Adrian Tennant: Marvelous. Thank you, I love that story. Throughout your book, you provide prompts that help readers apply semiotics to their own challenges. That funereal jam store case study introduces the first of these, “Where have I seen this before?” So Rachel, what makes this a foundational prompt?

Dr. Rachel Lawes: So I want to say that this is the beginning of semiotic analysis – it’s not the end. But it’s a great place to start. And the reason why we want to start with this question of “Where have I seen this before?” is because we are asking it on behalf of consumers. Because if you have a new brand or a new product and you put that stuff in stores when consumers encounter it for the first time, the immediate question that they will ask, whether on a conscious or an unconscious level, is “Where have I seen this before?” And so that’s why it’s so crucial because your consumers are going to use their knowledge, their cultural experiences that they’ve had so far. For example, they’re going to use their knowledge of funerals that they’ve attended to make a decision about what this new thing is supposed to mean. Make sense?

Adrian Tennant: Yeah, completely. Let’s take a short break. We’ll be right back after these messages.

Seth Segura: I’m Seth Segura, VP and Creative Director at Bigeye. Every week, IN CLEAR FOCUS addresses topics that impact our work as creative professionals. At Bigeye, we always put audiences first. For every engagement, we commit to really understanding our clients’ prospects and customers. Through our own primary research, we capture valuable data about people’s attitudes, behaviors, and motivations. These insights inform our strategy and guide our creative briefs. Clients see them brought to life in inspiring, imaginative brand-building and persuasive activation campaigns. If you’d like to put Bigeye’s audience-focused creative communications to work for your brand, please contact us. Email info@bigeyeagency.com. Bigeye. Reaching the Right People, in the Right Place, at the Right Time.

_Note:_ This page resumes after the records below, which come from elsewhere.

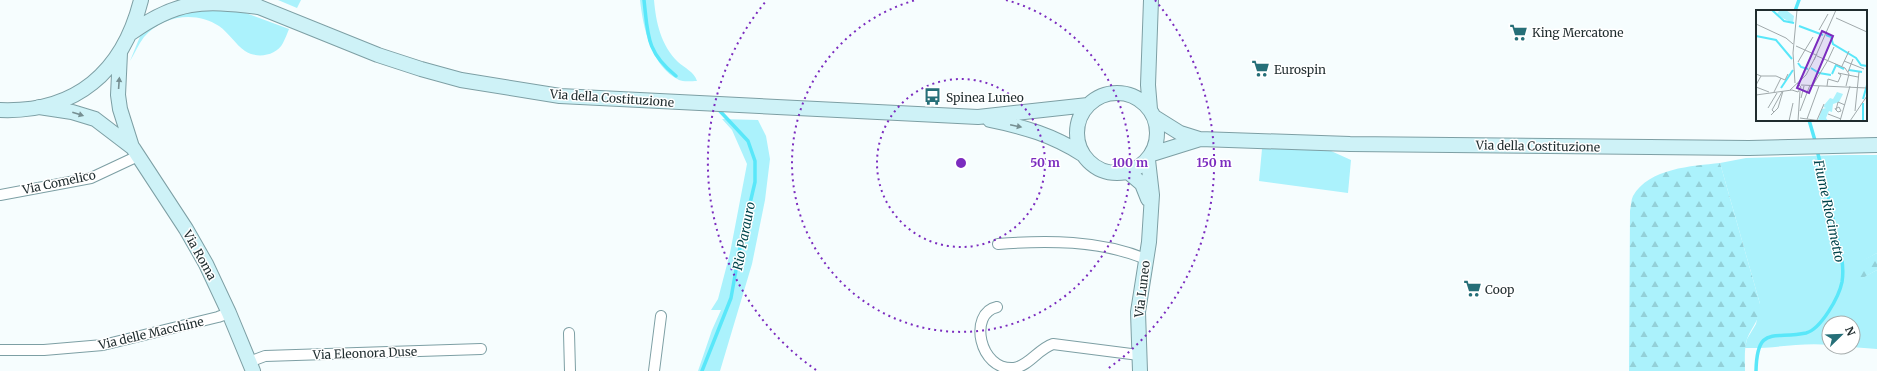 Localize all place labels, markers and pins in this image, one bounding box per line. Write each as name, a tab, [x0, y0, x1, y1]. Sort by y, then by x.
supermarket icon: King Mercatone	[1509, 22, 1529, 42]
place label: King Mercatone	[1532, 25, 1624, 40]
supermarket icon: Eurospin	[1251, 59, 1271, 79]
place label: Eurospin	[1274, 62, 1326, 77]
bus stop icon: Spinea Luneo	[923, 87, 943, 107]
place label: Spinea Luneo	[946, 90, 1024, 105]
centre of rings	[954, 156, 968, 170]
supermarket icon: Coop	[1462, 279, 1482, 299]
place label: Coop	[1485, 282, 1514, 297]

Adrian Tennant: Each month, in partnership with our friends at Kogan Page, The Bigeye Book Club features interviews with authors who are experts in specific areas of marketing and research. Our featured book for March is Using Semiotics in Retail: Leverage consumer insight to engage shoppers and boost sales by Rachel Lawes. IN CLEAR FOCUS listeners can save 20 percent on a print or electronic version of the book with exclusive promo code BIGEYE20. This code is valid for all products and pre-orders and applies to Kogan Page’s free ebook offer. To order your copy of Using Semiotics in Retail, go to KoganPage.com – that’s K O G A N P A G E dot com.

Adrian Tennant: Welcome back. I’m talking with Dr. Rachel Lawes, a futurist, marketer, and the author of this month’s Bigeye Book Club selection, Using Semiotics In Retail. In the second part of Using Semiotics In Retail, you focus on people – or as we prefer to call them in retail market research, consumers – and specifically the things that people want and the ways in which they want them. So Rachel, how can semiotics provide insights into consumers’ wants and desires?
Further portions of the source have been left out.